[DATA FOR THIS TASK]

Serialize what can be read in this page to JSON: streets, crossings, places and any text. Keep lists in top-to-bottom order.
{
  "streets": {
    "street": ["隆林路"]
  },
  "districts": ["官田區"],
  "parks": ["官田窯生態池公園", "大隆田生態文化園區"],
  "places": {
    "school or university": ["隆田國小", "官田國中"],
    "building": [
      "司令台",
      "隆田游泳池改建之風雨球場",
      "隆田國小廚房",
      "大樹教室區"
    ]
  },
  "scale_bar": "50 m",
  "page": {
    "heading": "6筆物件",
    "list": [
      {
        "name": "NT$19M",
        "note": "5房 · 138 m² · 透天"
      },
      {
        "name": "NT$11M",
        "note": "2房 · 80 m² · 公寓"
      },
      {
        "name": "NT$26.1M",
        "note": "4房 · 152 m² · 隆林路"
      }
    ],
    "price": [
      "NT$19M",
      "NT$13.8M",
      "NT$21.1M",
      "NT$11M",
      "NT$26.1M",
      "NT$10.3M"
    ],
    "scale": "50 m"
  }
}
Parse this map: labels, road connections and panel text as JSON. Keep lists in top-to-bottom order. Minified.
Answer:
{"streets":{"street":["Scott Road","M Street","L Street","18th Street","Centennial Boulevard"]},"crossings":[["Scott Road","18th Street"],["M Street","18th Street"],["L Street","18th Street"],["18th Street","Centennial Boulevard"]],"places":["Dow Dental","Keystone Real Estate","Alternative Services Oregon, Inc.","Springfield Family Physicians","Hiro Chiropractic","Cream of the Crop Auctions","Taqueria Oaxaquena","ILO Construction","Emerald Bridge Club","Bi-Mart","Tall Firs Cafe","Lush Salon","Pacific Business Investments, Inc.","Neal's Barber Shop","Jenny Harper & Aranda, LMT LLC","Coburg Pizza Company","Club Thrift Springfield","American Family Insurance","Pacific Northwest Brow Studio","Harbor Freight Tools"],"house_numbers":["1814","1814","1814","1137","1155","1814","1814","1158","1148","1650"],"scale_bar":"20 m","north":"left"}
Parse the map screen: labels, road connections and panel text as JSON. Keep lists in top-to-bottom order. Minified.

[/DATA FOR THIS TASK]

▶ [INSTRUCTIONS TO FOLLOW]: Return all the data exactly as given.

▶ [WRITTEN ANSWER]:
Serialize what can be read in this page to JSON: streets, crossings, places and any text. Keep lists in top-to-bottom order.
{
  "streets": {
    "street": ["隆林路"]
  },
  "districts": ["官田區"],
  "parks": ["官田窯生態池公園", "大隆田生態文化園區"],
  "places": {
    "school or university": ["隆田國小", "官田國中"],
    "building": [
      "司令台",
      "隆田游泳池改建之風雨球場",
      "隆田國小廚房",
      "大樹教室區"
    ]
  },
  "scale_bar": "50 m",
  "page": {
    "heading": "6筆物件",
    "list": [
      {
        "name": "NT$19M",
        "note": "5房 · 138 m² · 透天"
      },
      {
        "name": "NT$11M",
        "note": "2房 · 80 m² · 公寓"
      },
      {
        "name": "NT$26.1M",
        "note": "4房 · 152 m² · 隆林路"
      }
    ],
    "price": [
      "NT$19M",
      "NT$13.8M",
      "NT$21.1M",
      "NT$11M",
      "NT$26.1M",
      "NT$10.3M"
    ],
    "scale": "50 m"
  }
}
Parse this map: labels, road connections and panel text as JSON. Keep lists in top-to-bottom order. Minified.
Answer:
{"streets":{"street":["Scott Road","M Street","L Street","18th Street","Centennial Boulevard"]},"crossings":[["Scott Road","18th Street"],["M Street","18th Street"],["L Street","18th Street"],["18th Street","Centennial Boulevard"]],"places":["Dow Dental","Keystone Real Estate","Alternative Services Oregon, Inc.","Springfield Family Physicians","Hiro Chiropractic","Cream of the Crop Auctions","Taqueria Oaxaquena","ILO Construction","Emerald Bridge Club","Bi-Mart","Tall Firs Cafe","Lush Salon","Pacific Business Investments, Inc.","Neal's Barber Shop","Jenny Harper & Aranda, LMT LLC","Coburg Pizza Company","Club Thrift Springfield","American Family Insurance","Pacific Northwest Brow Studio","Harbor Freight Tools"],"house_numbers":["1814","1814","1814","1137","1155","1814","1814","1158","1148","1650"],"scale_bar":"20 m","north":"left"}
Parse the map screen: labels, road connections and panel text as JSON. Keep lists in top-to-bottom order. Minified.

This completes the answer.